Massimo Mazzucco nel suo documentario “La vera storia” disponibile gratis su youtube a questo link https://youtu.be/sDyVAFPeI1I racconta:

…” I problemi per la cannabis iniziarono negli anni ’30, di fronte all’avanzata della rivoluzione industriale, era nato in america il cosidetto movimento della Chemurgia, in cui spiccava lo stesso Henry Ford.
Invece di abbandonare l’agricoltura a se stessa, e indirizzare tutti gli investimenti sull’industria, questo movimento proponeva di trasformare ed integrare produzioni agricole ed industriali utilizzando i prodotti vegetali, soprattutto la cannabis, per fornire all’industria tutte le materie prime di cui necessitava.

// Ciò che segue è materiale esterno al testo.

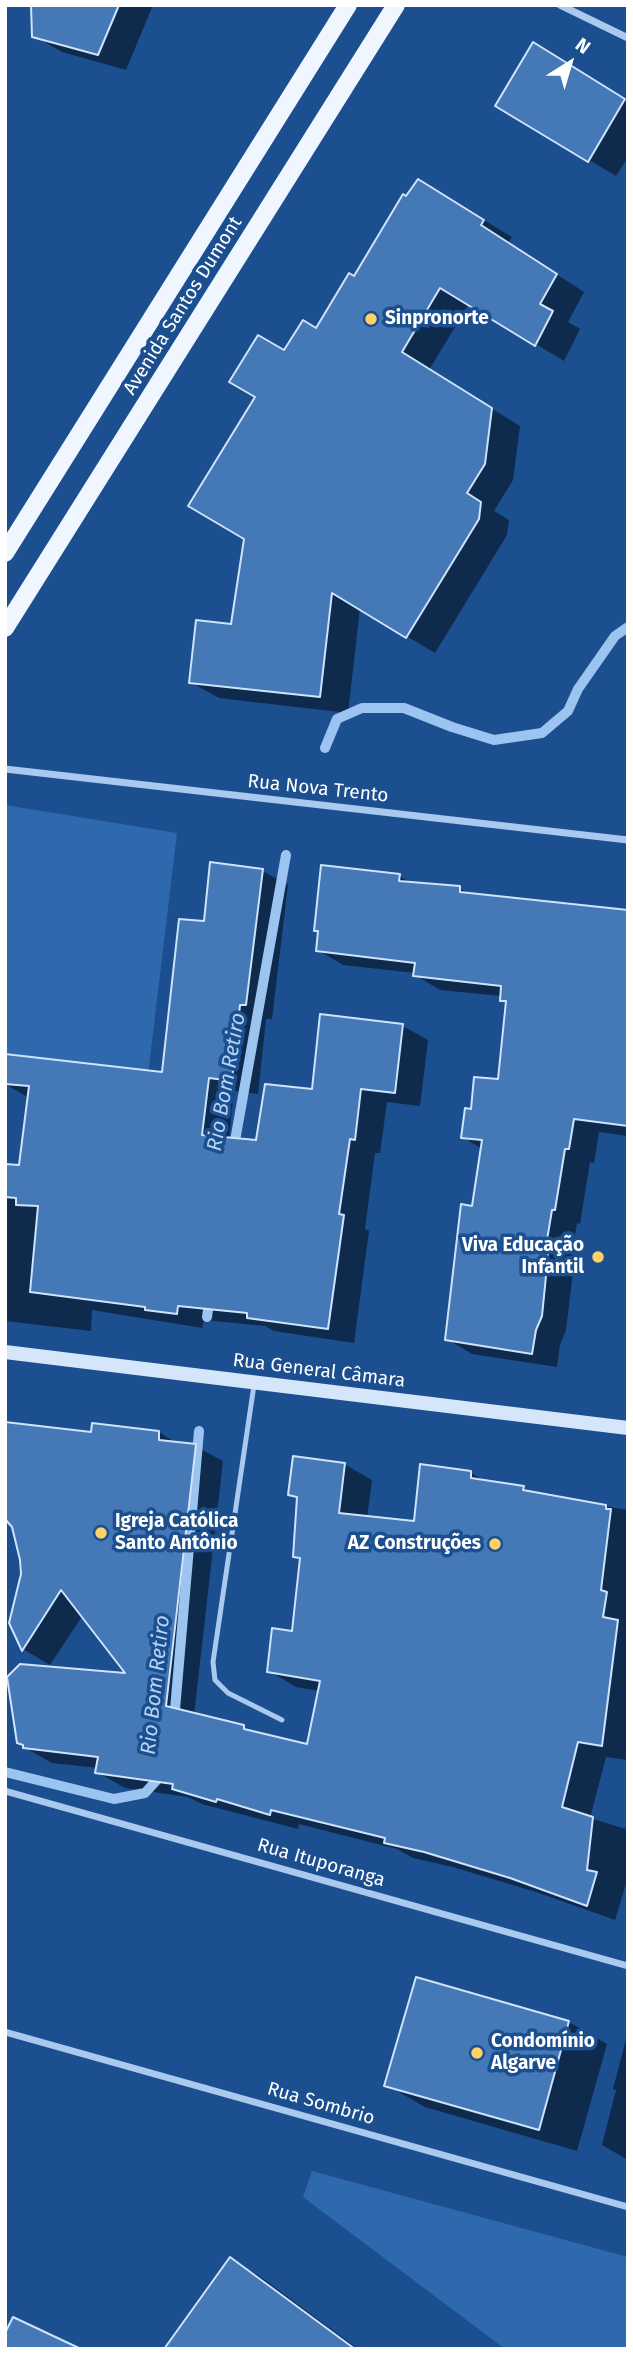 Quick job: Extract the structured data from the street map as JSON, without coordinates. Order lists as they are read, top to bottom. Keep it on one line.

Restava un pesante handicap per rendere la produzione di cannabis davvero competitiva, il lavoro di separazione della fibra infatti, andava fatto a mano, e questo rallentava notevolmente i tempi di produzione, aumentandone nel frattempo i costi.
L’invenzione di una nuova macchina, il “decorticatore”, sembrò poter togliere alla cannabis anche quest’ultima barriera, promettendone a quel punto, un successo illimitato.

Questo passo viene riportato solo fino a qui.